Data extract:

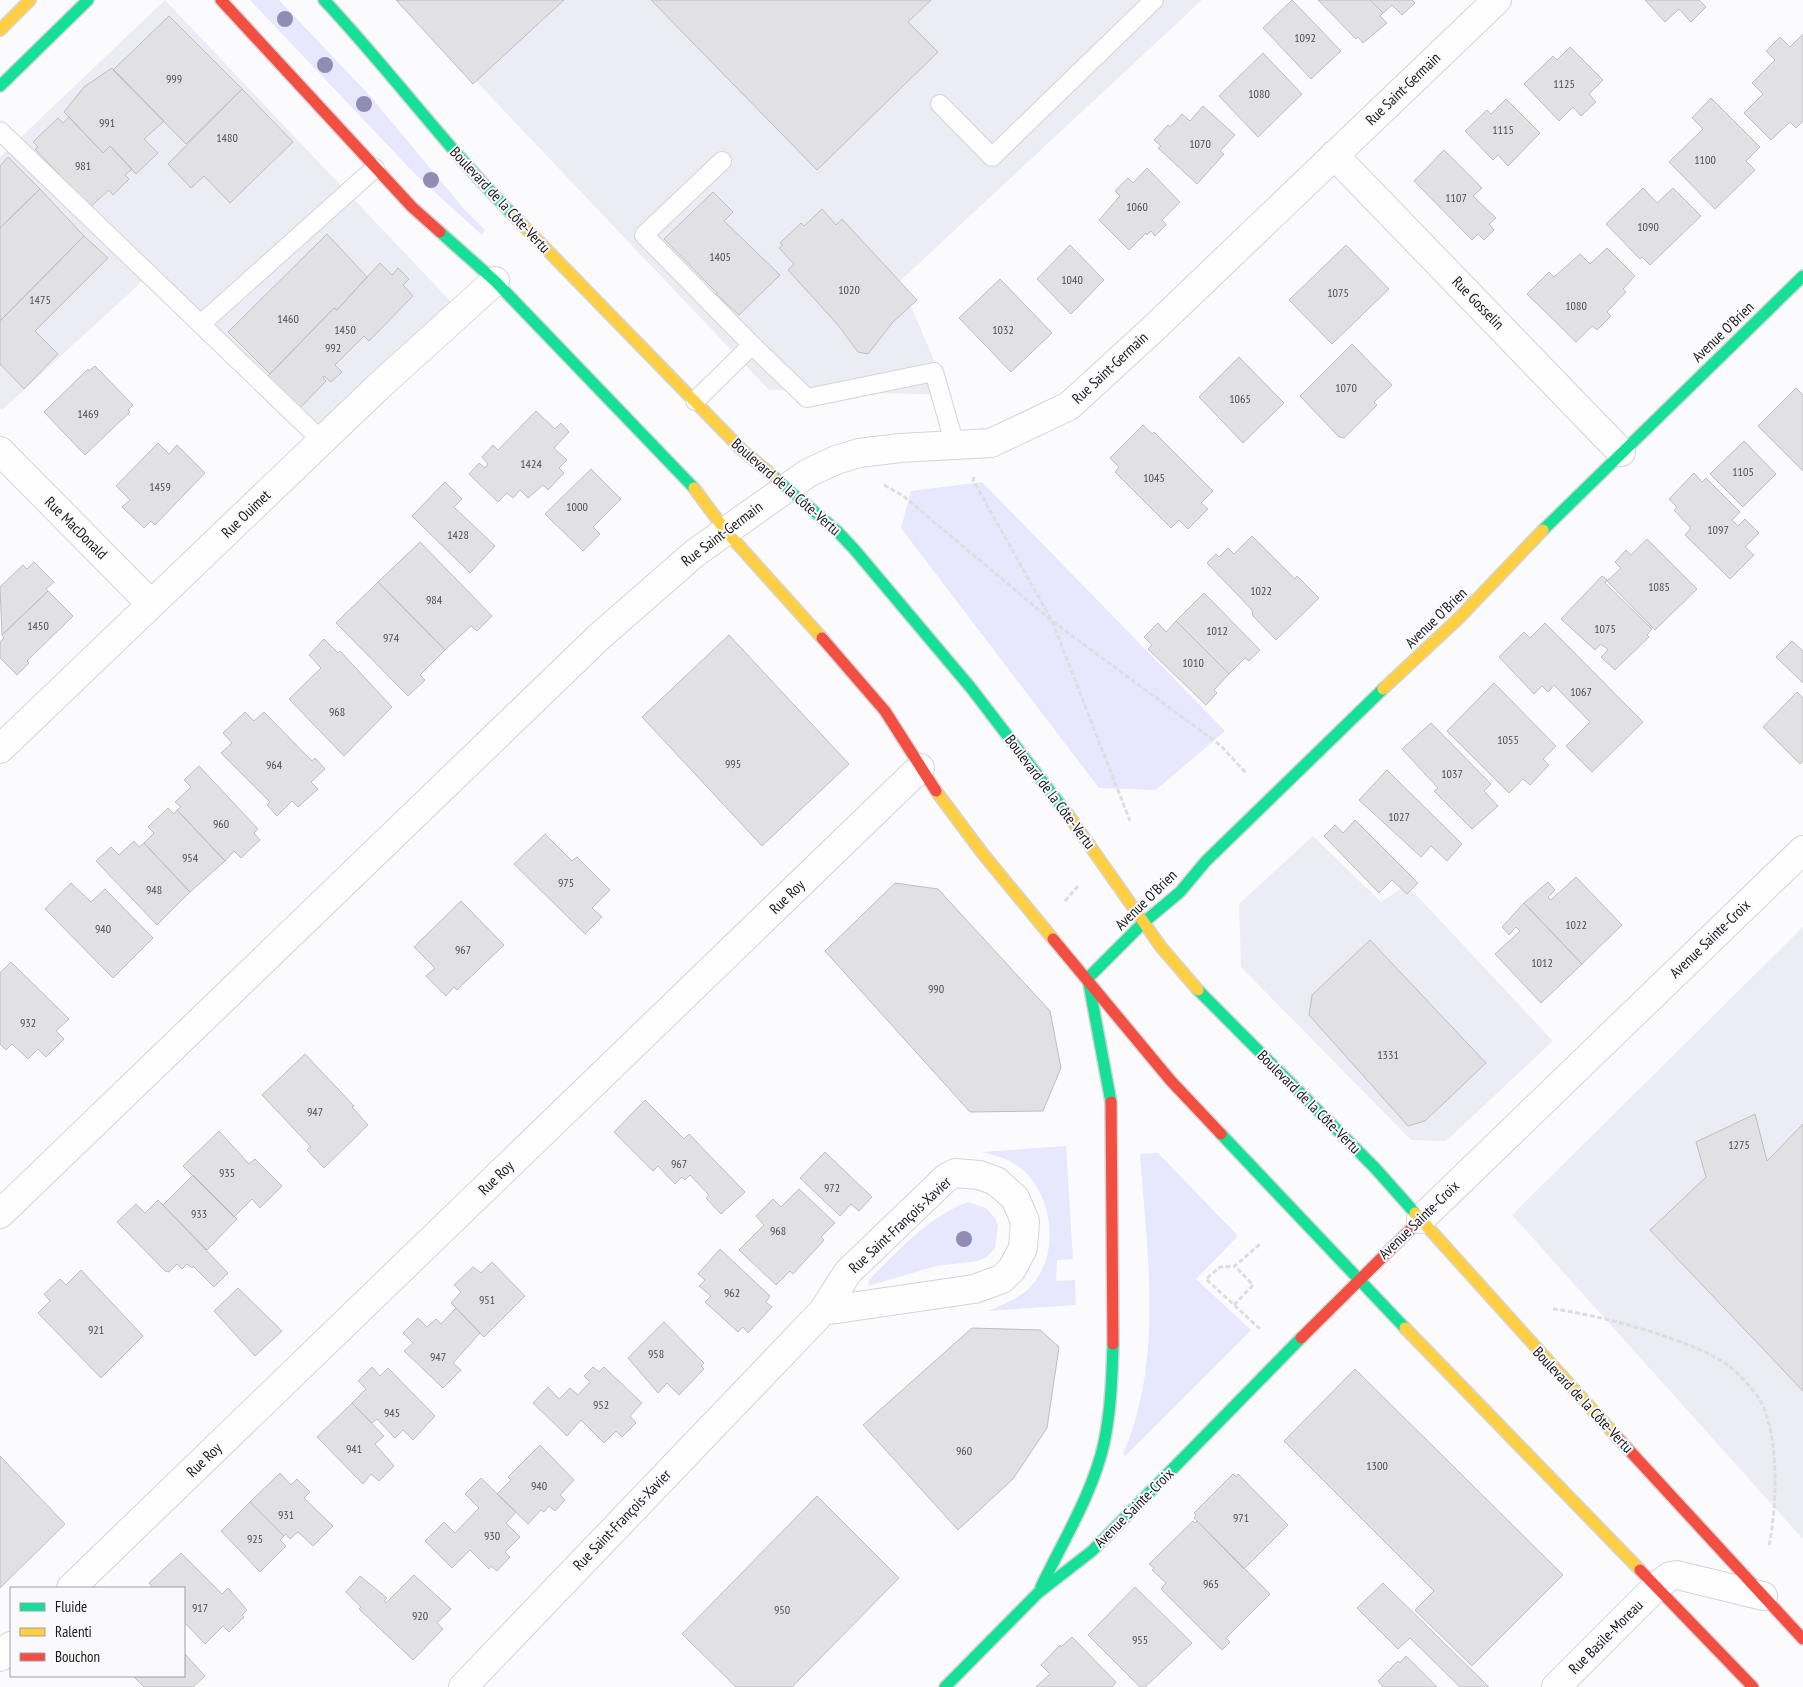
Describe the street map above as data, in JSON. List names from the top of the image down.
{
  "streets": {
    "main road": ["Boulevard de la Côte-Vertu", "Avenue O'Brien", "Avenue Sainte-Croix"],
    "street": [
      "Rue Saint-Germain",
      "Rue Gosselin",
      "Rue Ouimet",
      "Rue MacDonald",
      "Rue Roy",
      "Rue Saint-François-Xavier",
      "Rue Basile-Moreau"
    ]
  },
  "crossings": [
    ["Rue Saint-Germain", "Boulevard de la Côte-Vertu"],
    ["Rue Saint-Germain", "Rue Gosselin"],
    ["Boulevard de la Côte-Vertu", "Avenue O'Brien"],
    ["Boulevard de la Côte-Vertu", "Avenue Sainte-Croix"],
    ["Rue Gosselin", "Avenue O'Brien"],
    ["Avenue O'Brien", "Avenue Sainte-Croix"],
    ["Rue Ouimet", "Rue MacDonald"]
  ],
  "house_numbers": [
    "1092",
    "999",
    "1125",
    "1080",
    "991",
    "1115",
    "1480",
    "1070",
    "1100",
    "981",
    "1107",
    "1060",
    "1090",
    "1405",
    "1040",
    "1020",
    "1075",
    "1475",
    "1080",
    "1460",
    "1450",
    "1032",
    "992",
    "1070",
    "1065",
    "1469",
    "1424",
    "1105",
    "1045",
    "1459",
    "1000",
    "1097",
    "1428",
    "1085",
    "1022",
    "984",
    "1450",
    "1075",
    "1012",
    "974",
    "1010",
    "1067",
    "968",
    "1055",
    "995",
    "964",
    "1037",
    "1027",
    "960",
    "954",
    "975",
    "948",
    "1022",
    "940",
    "967",
    "1012",
    "990",
    "932",
    "1331",
    "947",
    "1275",
    "967",
    "935",
    "972",
    "933",
    "968",
    "962",
    "951",
    "921",
    "958",
    "947",
    "952",
    "945",
    "941",
    "960",
    "1300",
    "940",
    "931",
    "971",
    "930",
    "925",
    "965",
    "917",
    "950",
    "920",
    "955"
  ],
  "legend": ["Fluide", "Ralenti", "Bouchon"]
}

About this exercise:
Pictures in the records above are to be left out of an otherwise exact copy.

Answer below:
Describe the street map above as data, in JSON. List names from the top of the image down.
{
  "streets": {
    "main road": ["Boulevard de la Côte-Vertu", "Avenue O'Brien", "Avenue Sainte-Croix"],
    "street": [
      "Rue Saint-Germain",
      "Rue Gosselin",
      "Rue Ouimet",
      "Rue MacDonald",
      "Rue Roy",
      "Rue Saint-François-Xavier",
      "Rue Basile-Moreau"
    ]
  },
  "crossings": [
    ["Rue Saint-Germain", "Boulevard de la Côte-Vertu"],
    ["Rue Saint-Germain", "Rue Gosselin"],
    ["Boulevard de la Côte-Vertu", "Avenue O'Brien"],
    ["Boulevard de la Côte-Vertu", "Avenue Sainte-Croix"],
    ["Rue Gosselin", "Avenue O'Brien"],
    ["Avenue O'Brien", "Avenue Sainte-Croix"],
    ["Rue Ouimet", "Rue MacDonald"]
  ],
  "house_numbers": [
    "1092",
    "999",
    "1125",
    "1080",
    "991",
    "1115",
    "1480",
    "1070",
    "1100",
    "981",
    "1107",
    "1060",
    "1090",
    "1405",
    "1040",
    "1020",
    "1075",
    "1475",
    "1080",
    "1460",
    "1450",
    "1032",
    "992",
    "1070",
    "1065",
    "1469",
    "1424",
    "1105",
    "1045",
    "1459",
    "1000",
    "1097",
    "1428",
    "1085",
    "1022",
    "984",
    "1450",
    "1075",
    "1012",
    "974",
    "1010",
    "1067",
    "968",
    "1055",
    "995",
    "964",
    "1037",
    "1027",
    "960",
    "954",
    "975",
    "948",
    "1022",
    "940",
    "967",
    "1012",
    "990",
    "932",
    "1331",
    "947",
    "1275",
    "967",
    "935",
    "972",
    "933",
    "968",
    "962",
    "951",
    "921",
    "958",
    "947",
    "952",
    "945",
    "941",
    "960",
    "1300",
    "940",
    "931",
    "971",
    "930",
    "925",
    "965",
    "917",
    "950",
    "920",
    "955"
  ],
  "legend": ["Fluide", "Ralenti", "Bouchon"]
}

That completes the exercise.